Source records
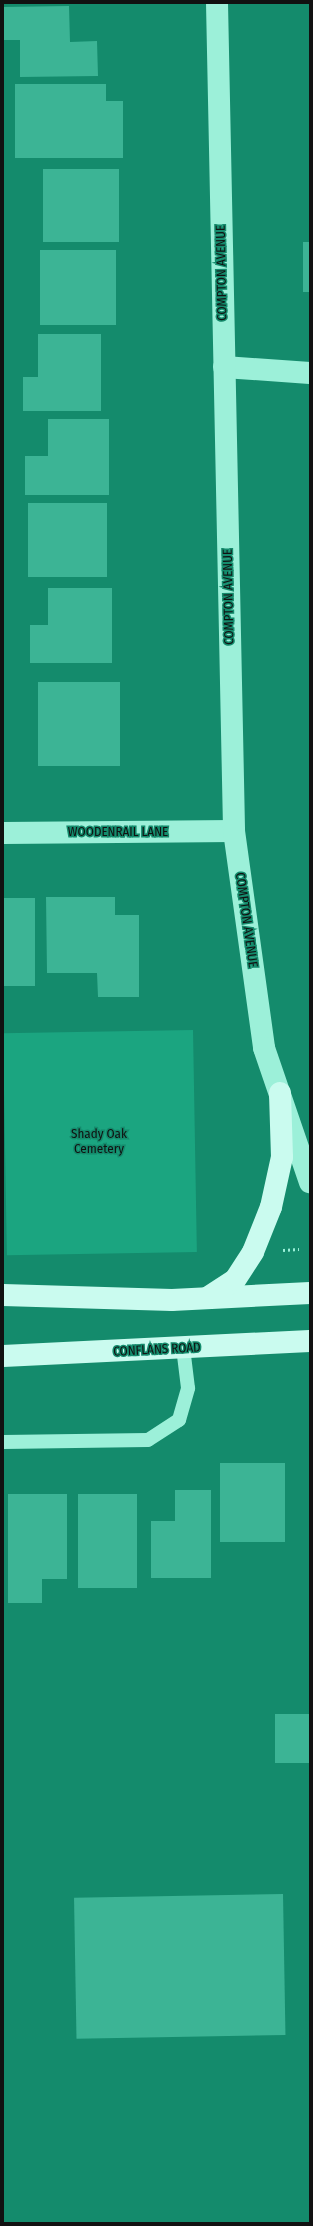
<!DOCTYPE html>
<html>
<head>
<meta charset="utf-8">
<style>
	body { margin:0 }
	#map { position:relative; width:313px; height:2226px; overflow:hidden; background:#148b6c; font-family:"Fira Sans Condensed",sans-serif }
	div>[style] { position:absolute }
	.green>* { inset:0; background:#1ba580; transform-origin:0 0 }
	.building>* { inset:0; background:#3cb495; transform-origin:0 0 }
	.path>* { height:2.5px; margin-top:-1.25px; transform-origin:0; background:repeating-linear-gradient(90deg,#9cf0d9 0 2px,transparent 0 5px) }
	.service>* { height:14px; margin:-7px; padding:0 7px; transform-origin:7px; border-radius:7px; background:#9cf0d9 }
	.minor>* { height:22px; margin:-11px; padding:0 11px; transform-origin:11px; border-radius:11px; background:#9cf0d9 }
	.tertiary>* { height:22px; margin:-11px; padding:0 11px; transform-origin:11px; border-radius:11px; background:#9cf0d9 }
	.secondary>* { height:22px; margin:-11px; padding:0 11px; transform-origin:11px; border-radius:11px; background:#cafbef }
	span { translate:-50% -50%; white-space:nowrap; text-align:center; line-height:1.15; -webkit-text-stroke:3px #148b6c; paint-order:stroke }
	.street-label { font-size:13px; color:#111 }
	.park-label { font-size:13px; color:#111 }
	.frame { position:absolute; inset:0; border:4px solid #111; pointer-events:none }
</style>
</head>
<body>
<div id="map">
	<div class="green">
		<div style="left:193px;top:1030px;width:222px;height:190px;rotate:89deg"></div>
	</div>
	<div class="building">
		<div style="clip-path:polygon(69px 6px,70px 42px,97px 41px,98px 76px,20px 77px,20px 40px,3px 40px,3px 7px)"></div>
		<div style="clip-path:polygon(15px 84px,106px 84px,106px 101px,123px 101px,123px 158px,15px 158px)"></div>
		<div style="left:43px;top:169px;width:76px;height:73px"></div>
		<div style="left:303px;top:242px;width:7px;height:50px"></div>
		<div style="left:40px;top:250px;width:76px;height:75px"></div>
		<div style="clip-path:polygon(38px 334px,101px 334px,101px 411px,23px 411px,23px 377px,38px 377px)"></div>
		<div style="clip-path:polygon(48px 419px,109px 419px,109px 495px,25px 495px,25px 456px,48px 456px)"></div>
		<div style="left:28px;top:503px;width:79px;height:74px"></div>
		<div style="clip-path:polygon(48px 588px,112px 588px,112px 663px,30px 663px,30px 625px,48px 625px)"></div>
		<div style="left:38px;top:682px;width:82px;height:84px"></div>
		<div style="clip-path:polygon(46px 897px,115px 897px,115px 915px,139px 915px,139px 997px,98px 997px,97px 973px,47px 973px)"></div>
		<div style="left:3px;top:898px;width:32px;height:88px"></div>
		<div style="left:220px;top:1463px;width:65px;height:79px"></div>
		<div style="clip-path:polygon(175px 1490px,211px 1490px,211px 1578px,151px 1578px,151px 1521px,175px 1521px)"></div>
		<div style="clip-path:polygon(8px 1494px,67px 1494px,67px 1579px,42px 1579px,42px 1603px,8px 1603px)"></div>
		<div style="left:78px;top:1494px;width:59px;height:94px"></div>
		<div style="left:275px;top:1714px;width:35px;height:49px"></div>
		<div style="left:283px;top:1894px;width:141px;height:209px;rotate:89deg"></div>
	</div>
	<div class="path">
		<div style="left:283px;top:1250px;width:16px;rotate:-4deg"></div>
	</div>
	<div class="service">
		<div style="left:3px;top:1442px;width:145px;rotate:-0.8deg"></div>
		<div style="left:148px;top:1440px;width:37px;rotate:-33deg"></div>
		<div style="left:179px;top:1420px;width:33px;rotate:-74deg"></div>
		<div style="left:188px;top:1388px;width:39px;rotate:-97deg"></div>
	</div>
	<div class="minor">
		<div style="left:224px;top:367px;width:86px;rotate:4deg"></div>
		<div style="left:3px;top:833px;width:231px;rotate:-0.5deg"></div>
	</div>
	<div class="tertiary">
		<div style="left:217px;top:3px;width:828px;rotate:88.82deg"></div>
		<div style="left:234px;top:831px;width:219px;rotate:82.1deg"></div>
		<div style="left:264px;top:1048px;width:142px;rotate:71.1deg"></div>
	</div>
	<div class="secondary">
		<div style="left:3px;top:1295px;width:169px;rotate:1.7deg"></div>
		<div style="left:172px;top:1300px;width:138px;rotate:-2.9deg"></div>
		<div style="left:207px;top:1298px;width:33px;rotate:-33deg"></div>
		<div style="left:235px;top:1280px;width:33px;rotate:-57deg"></div>
		<div style="left:253px;top:1252px;width:48px;rotate:-68.2deg"></div>
		<div style="left:271px;top:1207px;width:51px;rotate:-77.6deg"></div>
		<div style="left:282px;top:1157px;width:64px;rotate:-91.8deg"></div>
		<div style="left:3px;top:1356px;width:307px;rotate:-2.8deg"></div>
	</div>
	<div class="street-label">
		<span style="left:222px;top:273px;rotate:-91deg">COMPTON AVENUE</span>
		<span style="left:229px;top:597px;rotate:-91deg">COMPTON AVENUE</span>
		<span style="left:118px;top:832px">WOODENRAIL LANE</span>
		<span style="left:246px;top:920px;rotate:82deg">COMPTON AVENUE</span>
		<span style="left:157px;top:1350px;rotate:-3deg">CONFLANS ROAD</span>
	</div>
	<div class="park-label">
		<span style="left:99px;top:1142px">Shady Oak<br>Cemetery</span>
	</div>
	<div class="frame"></div>
</div>
</body>
</html>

> _WHAT NEEDS TO BE DONE_:
Where does the string "position" appear in the records above? Return every line that holds it.

> _ANSWER AREA_:
	#map { position:relative; width:313px; height:2226px; overflow:hidden; background:#148b6c; font-family:"Fira Sans Condensed",sans-serif }
	div>[style] { position:absolute }
	.frame { position:absolute; inset:0; border:4px solid #111; pointer-events:none }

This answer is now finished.